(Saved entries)
Start of Block
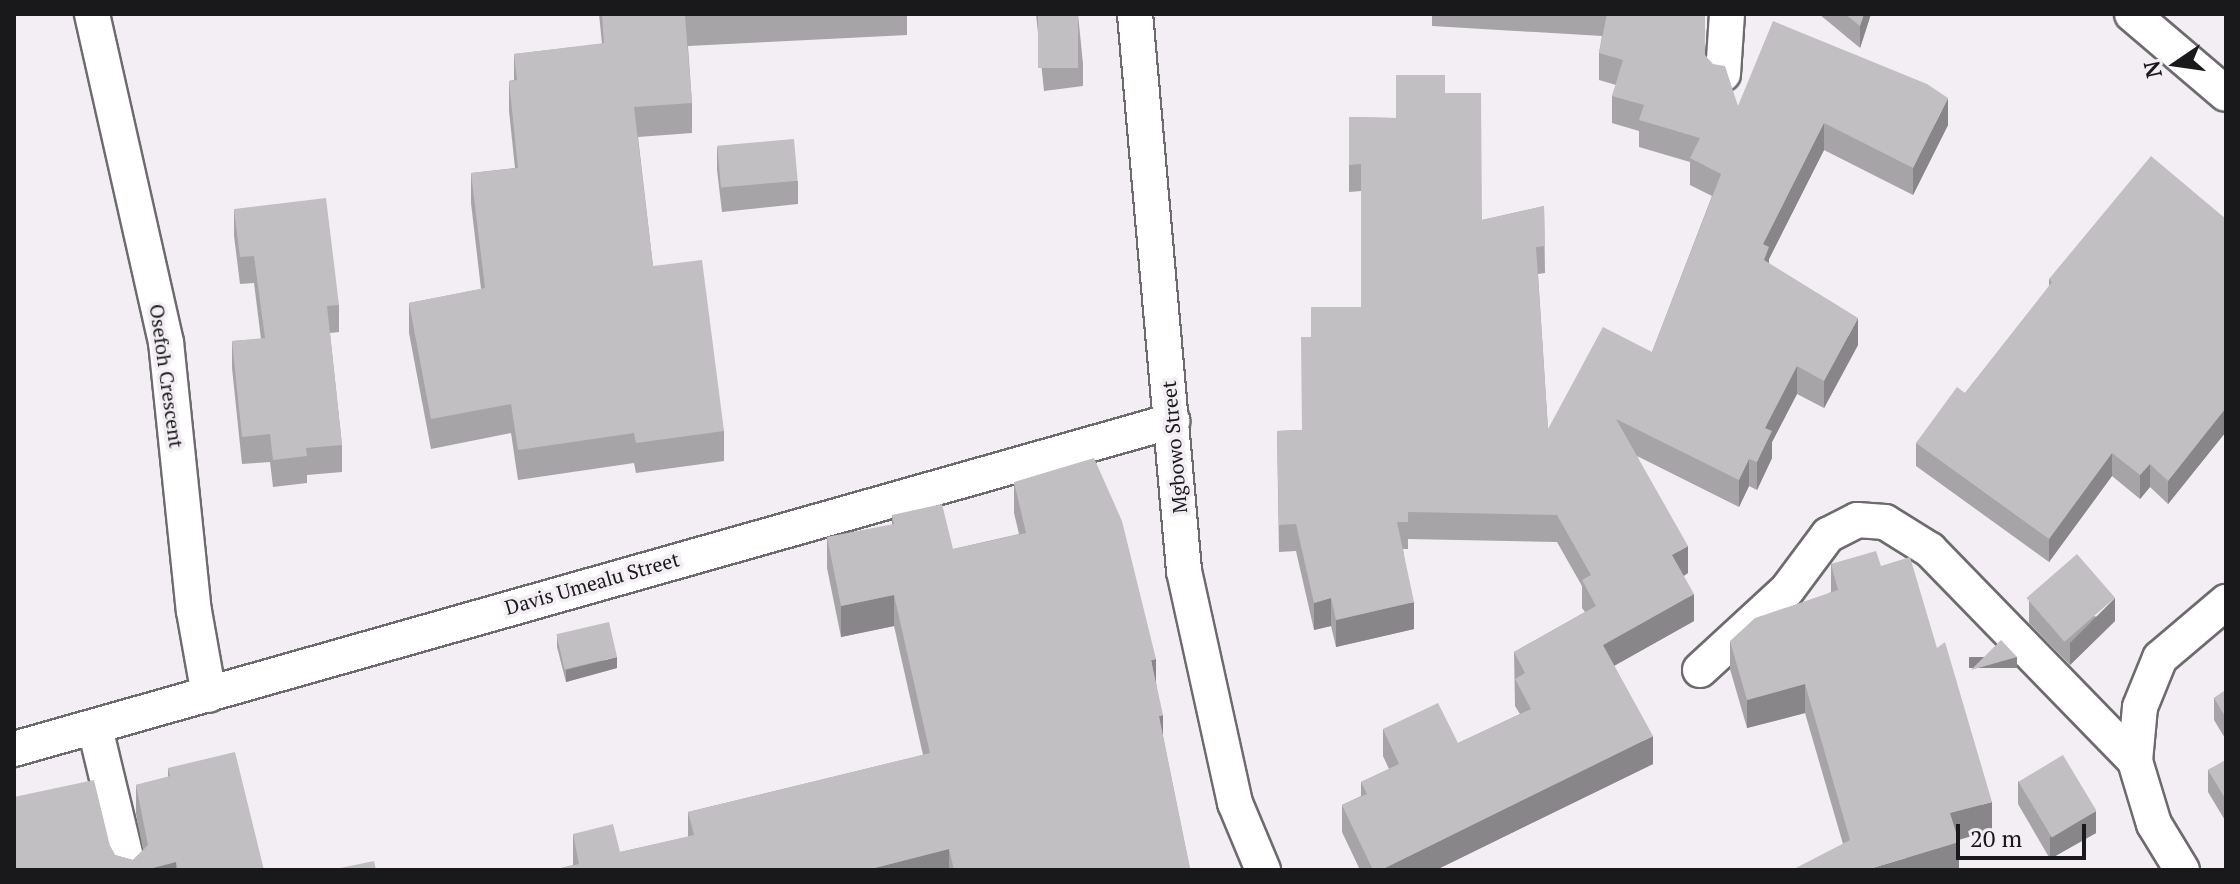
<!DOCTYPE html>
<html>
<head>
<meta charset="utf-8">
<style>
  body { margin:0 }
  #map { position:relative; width:2240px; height:884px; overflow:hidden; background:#f2eef3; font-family:"PT Serif",serif }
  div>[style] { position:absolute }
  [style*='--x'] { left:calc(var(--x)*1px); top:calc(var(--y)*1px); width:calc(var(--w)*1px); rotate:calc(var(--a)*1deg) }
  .roads { filter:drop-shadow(2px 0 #6e6b6f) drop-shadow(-2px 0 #6e6b6f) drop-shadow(0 2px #6e6b6f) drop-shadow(0 -2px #6e6b6f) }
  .street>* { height:34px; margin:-17px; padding:0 17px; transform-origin:17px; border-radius:17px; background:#fff }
  .wall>* { inset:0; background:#a7a4a8 }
  .shaded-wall>* { inset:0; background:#888688; transform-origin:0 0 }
  .building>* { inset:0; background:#c2bfc3; transform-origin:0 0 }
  span { translate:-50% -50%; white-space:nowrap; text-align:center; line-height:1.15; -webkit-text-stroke:7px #f2eef3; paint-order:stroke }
  .street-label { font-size:20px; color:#19181a }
  .frame { position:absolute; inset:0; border:16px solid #19181a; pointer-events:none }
  .north { position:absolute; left:2136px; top:24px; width:80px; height:80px; -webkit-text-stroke:6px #f2eef3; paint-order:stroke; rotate:257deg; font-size:22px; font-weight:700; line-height:32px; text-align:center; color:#19181a }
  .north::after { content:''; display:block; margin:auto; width:28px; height:36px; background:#19181a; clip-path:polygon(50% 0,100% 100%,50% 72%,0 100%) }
  .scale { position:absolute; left:1956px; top:824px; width:130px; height:36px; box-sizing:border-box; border:4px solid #19181a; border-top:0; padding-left:10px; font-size:24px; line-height:28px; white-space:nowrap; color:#19181a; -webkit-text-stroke:6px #f2eef3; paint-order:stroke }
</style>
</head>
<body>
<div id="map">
  <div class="roads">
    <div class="street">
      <div style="--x:92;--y:14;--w:336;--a:77.3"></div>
      <div style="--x:166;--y:342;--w:270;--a:84.1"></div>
      <div style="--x:194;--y:611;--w:85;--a:79.9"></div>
      <div style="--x:1135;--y:14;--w:559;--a:84.97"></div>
      <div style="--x:1184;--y:571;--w:238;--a:77.6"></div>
      <div style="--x:1235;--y:803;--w:73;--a:67.3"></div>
      <div style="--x:2132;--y:14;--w:123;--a:40.4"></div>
      <div style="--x:1723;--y:74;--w:60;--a:-86.2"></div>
      <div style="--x:1700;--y:670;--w:118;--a:-42.6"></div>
      <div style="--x:1787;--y:590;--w:69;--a:-53.3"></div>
      <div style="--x:1828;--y:535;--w:33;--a:-27"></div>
      <div style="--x:1857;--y:520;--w:28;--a:4"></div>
      <div style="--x:1885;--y:522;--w:53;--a:31.9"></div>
      <div style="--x:1930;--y:550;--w:294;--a:45.8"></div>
      <div style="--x:95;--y:728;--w:146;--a:76.5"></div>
      <div style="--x:14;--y:749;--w:1204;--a:-15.81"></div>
      <div style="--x:2182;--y:870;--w:54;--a:-121.3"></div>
      <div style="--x:2154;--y:824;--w:66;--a:-106.8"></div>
      <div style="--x:2135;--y:761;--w:54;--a:-84.7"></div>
      <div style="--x:2140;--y:707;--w:53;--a:-67.8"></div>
      <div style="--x:2160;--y:658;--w:87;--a:-40.3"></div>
    </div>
  </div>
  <div class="wall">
    <div style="clip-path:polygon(599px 14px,907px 14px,907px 35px,688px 46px,692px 103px,692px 133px,638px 137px,653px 266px,724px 431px,724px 461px,636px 473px,634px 463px,518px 480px,511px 433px,431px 449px,409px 333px,409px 303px,481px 289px,471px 203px,471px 173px,515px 168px,509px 111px,509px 81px,514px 80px,514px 54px,602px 44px)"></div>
    <div style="clip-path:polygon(1036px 14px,1078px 14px,1083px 64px,1083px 86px,1044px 91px)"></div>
    <div style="clip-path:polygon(1432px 14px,1705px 14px,1705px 55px,1738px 106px,1948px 125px,1913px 195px,1824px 150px,1769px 259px,1769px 264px,1858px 345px,1824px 408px,1797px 394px,1772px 442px,1772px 458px,1757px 490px,1749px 486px,1739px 507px,1637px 456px,1688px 573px,1684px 576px,1694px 621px,1614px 666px,1653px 764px,1436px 870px,1360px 870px,1342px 832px,1342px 805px,1361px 796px,1361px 782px,1389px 769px,1383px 756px,1383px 729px,1458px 743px,1520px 714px,1515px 706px,1514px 652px,1585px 612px,1582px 608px,1582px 586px,1557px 542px,1408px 539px,1408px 549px,1403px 549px,1414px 629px,1336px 647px,1331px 626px,1314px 630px,1296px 551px,1279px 552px,1277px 431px,1302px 430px,1311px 337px,1361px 307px,1361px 191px,1349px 192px,1349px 117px,1396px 118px,1445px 93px,1482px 220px,1544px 206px,1545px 273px,1538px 274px,1548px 429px,1652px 352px,1712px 196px,1690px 185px,1690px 162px,1639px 147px,1639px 131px,1612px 123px,1612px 96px,1616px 85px,1599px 80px,1599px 53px,1602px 36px,1432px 26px)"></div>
    <div style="clip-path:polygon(1819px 14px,1871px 14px,1860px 48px)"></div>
    <div style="clip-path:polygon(717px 147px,798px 181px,798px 204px,722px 212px,717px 170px)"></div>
    <div style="clip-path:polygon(234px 209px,339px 305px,339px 332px,330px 333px,342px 445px,342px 472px,307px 475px,307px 483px,273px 487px,270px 462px,242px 464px,232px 368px,232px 341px,261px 339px,254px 283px,240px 284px,234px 236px)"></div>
    <div style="clip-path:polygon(2226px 219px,2226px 434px,2225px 433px,2168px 504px,2150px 487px,2140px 499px,2112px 476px,2049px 562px,1916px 466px,1916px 443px,1965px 393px,2049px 287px,2049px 279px)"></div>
    <div style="clip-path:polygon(1014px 482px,1156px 682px,1163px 736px,1190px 870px,553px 870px,573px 865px,573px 834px,620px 852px,688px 837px,688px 812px,923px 755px,894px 626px,841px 637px,827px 568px,827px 537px,892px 525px,892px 515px,953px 549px,1019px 534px,1014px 513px)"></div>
    <div style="clip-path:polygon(1831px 564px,1881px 566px,1992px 830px,1959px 840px,1959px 870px,1843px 844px,1805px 713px,1747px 728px,1730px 669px,1730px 641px,1831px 592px)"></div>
    <div style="clip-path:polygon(2029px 601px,2115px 621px,2070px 665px,2029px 623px)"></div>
    <div style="clip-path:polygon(557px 635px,617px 668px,566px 682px,557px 647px)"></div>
    <div style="clip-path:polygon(2226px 690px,2226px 740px,2214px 720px,2214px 698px)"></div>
    <div style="clip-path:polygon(2226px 760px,2226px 822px,2208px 792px,2208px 770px)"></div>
    <div style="clip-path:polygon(168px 768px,264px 870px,14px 870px,110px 846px,115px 855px,133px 860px,143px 850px,136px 814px,136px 785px,168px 777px)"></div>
    <div style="clip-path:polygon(2018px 781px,2096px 833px,2050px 859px,2018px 804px)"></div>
  </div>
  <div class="shaded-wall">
    <div style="clip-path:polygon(1864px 14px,1871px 14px,1860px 48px,1860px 26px)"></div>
    <div style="clip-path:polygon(1948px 98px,1948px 125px,1913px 195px,1913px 168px)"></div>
    <div style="clip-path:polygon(1824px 123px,1824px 150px,1769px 259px,1769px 274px,1764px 287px,1763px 244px)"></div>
    <div style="clip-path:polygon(1858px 318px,1858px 345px,1824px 408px,1824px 381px)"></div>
    <div style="clip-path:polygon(1797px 366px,1797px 394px,1772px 442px,1772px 458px,1757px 490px,1757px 462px,1765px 428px)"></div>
    <div style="clip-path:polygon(2225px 409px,2225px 433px,2168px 504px,2168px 481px)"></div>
    <div style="clip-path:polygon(2112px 453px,2112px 476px,2049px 562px,2049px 539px)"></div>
    <div style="clip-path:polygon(1749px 459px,1749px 486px,1739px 507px,1739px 480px)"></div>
    <div style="clip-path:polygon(2150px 464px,2150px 487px,2140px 499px,2140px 475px)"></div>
    <div style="clip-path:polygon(1688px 546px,1688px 573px,1672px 582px,1672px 555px)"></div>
    <div style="clip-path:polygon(1694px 594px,1694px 621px,1603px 672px,1603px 645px)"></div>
    <div style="clip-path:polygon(894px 595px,894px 626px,841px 637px,841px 606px)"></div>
    <div style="clip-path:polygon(1331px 598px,1331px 626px,1314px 630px,1314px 603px)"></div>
    <div style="clip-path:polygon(2115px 598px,2115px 621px,2070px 665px,2070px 643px)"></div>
    <div style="clip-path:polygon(1414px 602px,1414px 629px,1336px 647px,1336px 620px)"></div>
    <div style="clip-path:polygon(617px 657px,617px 668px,566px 682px,566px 670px)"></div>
    <div style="left:2017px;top:657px;width:11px;height:48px;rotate:90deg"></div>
    <div style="clip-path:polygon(1156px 659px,1156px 690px,1151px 660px)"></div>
    <div style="clip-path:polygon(1805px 684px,1805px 713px,1747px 728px,1747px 700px)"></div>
    <div style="clip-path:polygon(1163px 715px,1163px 746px,1159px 716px)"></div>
    <div style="clip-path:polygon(1653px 736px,1653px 764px,1436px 870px,1381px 870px)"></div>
    <div style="clip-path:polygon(1992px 802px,1992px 830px,1950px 842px,1950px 813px)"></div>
    <div style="clip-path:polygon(2096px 811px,2096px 833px,2050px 859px,2050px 837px)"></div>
    <div style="clip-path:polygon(1959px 842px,1959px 870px,1866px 870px)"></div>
    <div style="clip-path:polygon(949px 849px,949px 870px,867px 870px)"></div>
    <div style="clip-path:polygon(176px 862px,176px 870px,145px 870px)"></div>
  </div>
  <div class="building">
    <div style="clip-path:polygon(602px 14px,735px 14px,685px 16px,692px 103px,634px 107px,653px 266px,702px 260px,724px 431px,636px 443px,634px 433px,518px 450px,511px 404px,431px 419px,409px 303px,485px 288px,471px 173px,518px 168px,509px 81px,517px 80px,514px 54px,604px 43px)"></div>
    <div style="left:1038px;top:14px;width:40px;height:54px"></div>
    <div style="clip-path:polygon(1607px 14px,1705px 14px,1705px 55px,1713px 64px,1725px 66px,1738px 106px,1773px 21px,1927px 84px,1948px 98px,1913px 168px,1824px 123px,1763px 244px,1769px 247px,1764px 260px,1858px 318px,1824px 381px,1797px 366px,1765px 428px,1772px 431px,1757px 462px,1749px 459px,1739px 480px,1616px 419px,1688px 546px,1672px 555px,1694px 594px,1603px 645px,1653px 736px,1381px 870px,1373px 870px,1342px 805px,1367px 794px,1361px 782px,1399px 764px,1383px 729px,1438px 703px,1458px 743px,1531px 709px,1515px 679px,1525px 673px,1514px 652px,1596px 606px,1582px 580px,1591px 575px,1557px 515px,1408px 512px,1408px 522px,1397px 522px,1414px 602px,1336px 620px,1331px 598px,1314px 603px,1296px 524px,1279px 525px,1277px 431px,1302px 430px,1301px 337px,1311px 337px,1311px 307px,1361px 307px,1361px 164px,1349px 165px,1349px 117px,1396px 118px,1396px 75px,1445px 75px,1445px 93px,1481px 93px,1482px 220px,1544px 206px,1545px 246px,1536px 247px,1548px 429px,1603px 327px,1652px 352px,1721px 174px,1690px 158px,1700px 138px,1639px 120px,1644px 105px,1612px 96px,1623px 60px,1599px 53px)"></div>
    <div style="clip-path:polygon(1845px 14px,1864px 14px,1860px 26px)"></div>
    <div style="left:794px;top:139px;width:42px;height:77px;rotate:85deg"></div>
    <div style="clip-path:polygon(2151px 156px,2226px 219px,2226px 410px,2225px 409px,2168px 481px,2150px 464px,2140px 475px,2112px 453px,2049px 539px,1916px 443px,1957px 387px,1965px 393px,2052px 282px,2049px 279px)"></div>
    <div style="clip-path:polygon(326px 198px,339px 305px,327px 306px,342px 445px,306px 448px,307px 456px,273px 460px,270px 434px,242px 437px,232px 341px,265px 338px,254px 256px,240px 257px,234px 209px)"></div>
    <div style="clip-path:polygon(1094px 458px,1122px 521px,1156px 659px,1151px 660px,1163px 715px,1159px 716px,1190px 868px,1180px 870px,954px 870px,949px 849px,867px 870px,553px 870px,579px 864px,573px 834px,613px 824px,620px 852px,694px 835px,688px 812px,930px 753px,894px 595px,841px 606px,827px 537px,894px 524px,892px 515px,942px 504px,953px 549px,1026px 533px,1014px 482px)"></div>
    <div style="clip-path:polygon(1876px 551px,1881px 566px,1910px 557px,1937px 648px,1945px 642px,1992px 802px,1950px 813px,1959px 842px,1866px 870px,1792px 870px,1850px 840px,1805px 684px,1747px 700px,1730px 641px,1755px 618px,1838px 590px,1831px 564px)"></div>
    <div style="left:2077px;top:554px;width:58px;height:67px;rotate:49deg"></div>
    <div style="left:609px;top:622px;width:36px;height:54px;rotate:77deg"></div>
    <div style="clip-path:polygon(2001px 640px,2017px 657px,1971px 670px)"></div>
    <div style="clip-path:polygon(2226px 690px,2226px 718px,2214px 698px)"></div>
    <div style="clip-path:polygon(235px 752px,264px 870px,178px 870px,176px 862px,145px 870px,14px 870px,14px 797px,94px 780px,110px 846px,115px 855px,133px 860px,148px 845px,136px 785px,170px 776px,168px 768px)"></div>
    <div style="left:2063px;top:755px;width:65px;height:52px;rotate:59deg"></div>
    <div style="clip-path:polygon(2226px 760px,2226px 800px,2208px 770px)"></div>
    <div style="clip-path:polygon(374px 861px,376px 870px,331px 870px)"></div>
  </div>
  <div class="street-label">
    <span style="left:167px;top:376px;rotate:82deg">Osefoh Crescent</span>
    <span style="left:1174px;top:447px;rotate:-95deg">Mgbowo Street</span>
    <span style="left:592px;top:583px;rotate:-16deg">Davis Umealu Street</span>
  </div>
  <div class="frame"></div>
  <div class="north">N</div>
  <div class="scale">20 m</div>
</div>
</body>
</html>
End of Block
# Brief
Please repeat, with no pictures, each line from the start of the records above through the line with "filter:drop-shadow(2px 0 #6e6b6f)", inclusive, and only those.

# Answer area
<!DOCTYPE html>
<html>
<head>
<meta charset="utf-8">
<style>
  body { margin:0 }
  #map { position:relative; width:2240px; height:884px; overflow:hidden; background:#f2eef3; font-family:"PT Serif",serif }
  div>[style] { position:absolute }
  [style*='--x'] { left:calc(var(--x)*1px); top:calc(var(--y)*1px); width:calc(var(--w)*1px); rotate:calc(var(--a)*1deg) }
  .roads { filter:drop-shadow(2px 0 #6e6b6f) drop-shadow(-2px 0 #6e6b6f) drop-shadow(0 2px #6e6b6f) drop-shadow(0 -2px #6e6b6f) }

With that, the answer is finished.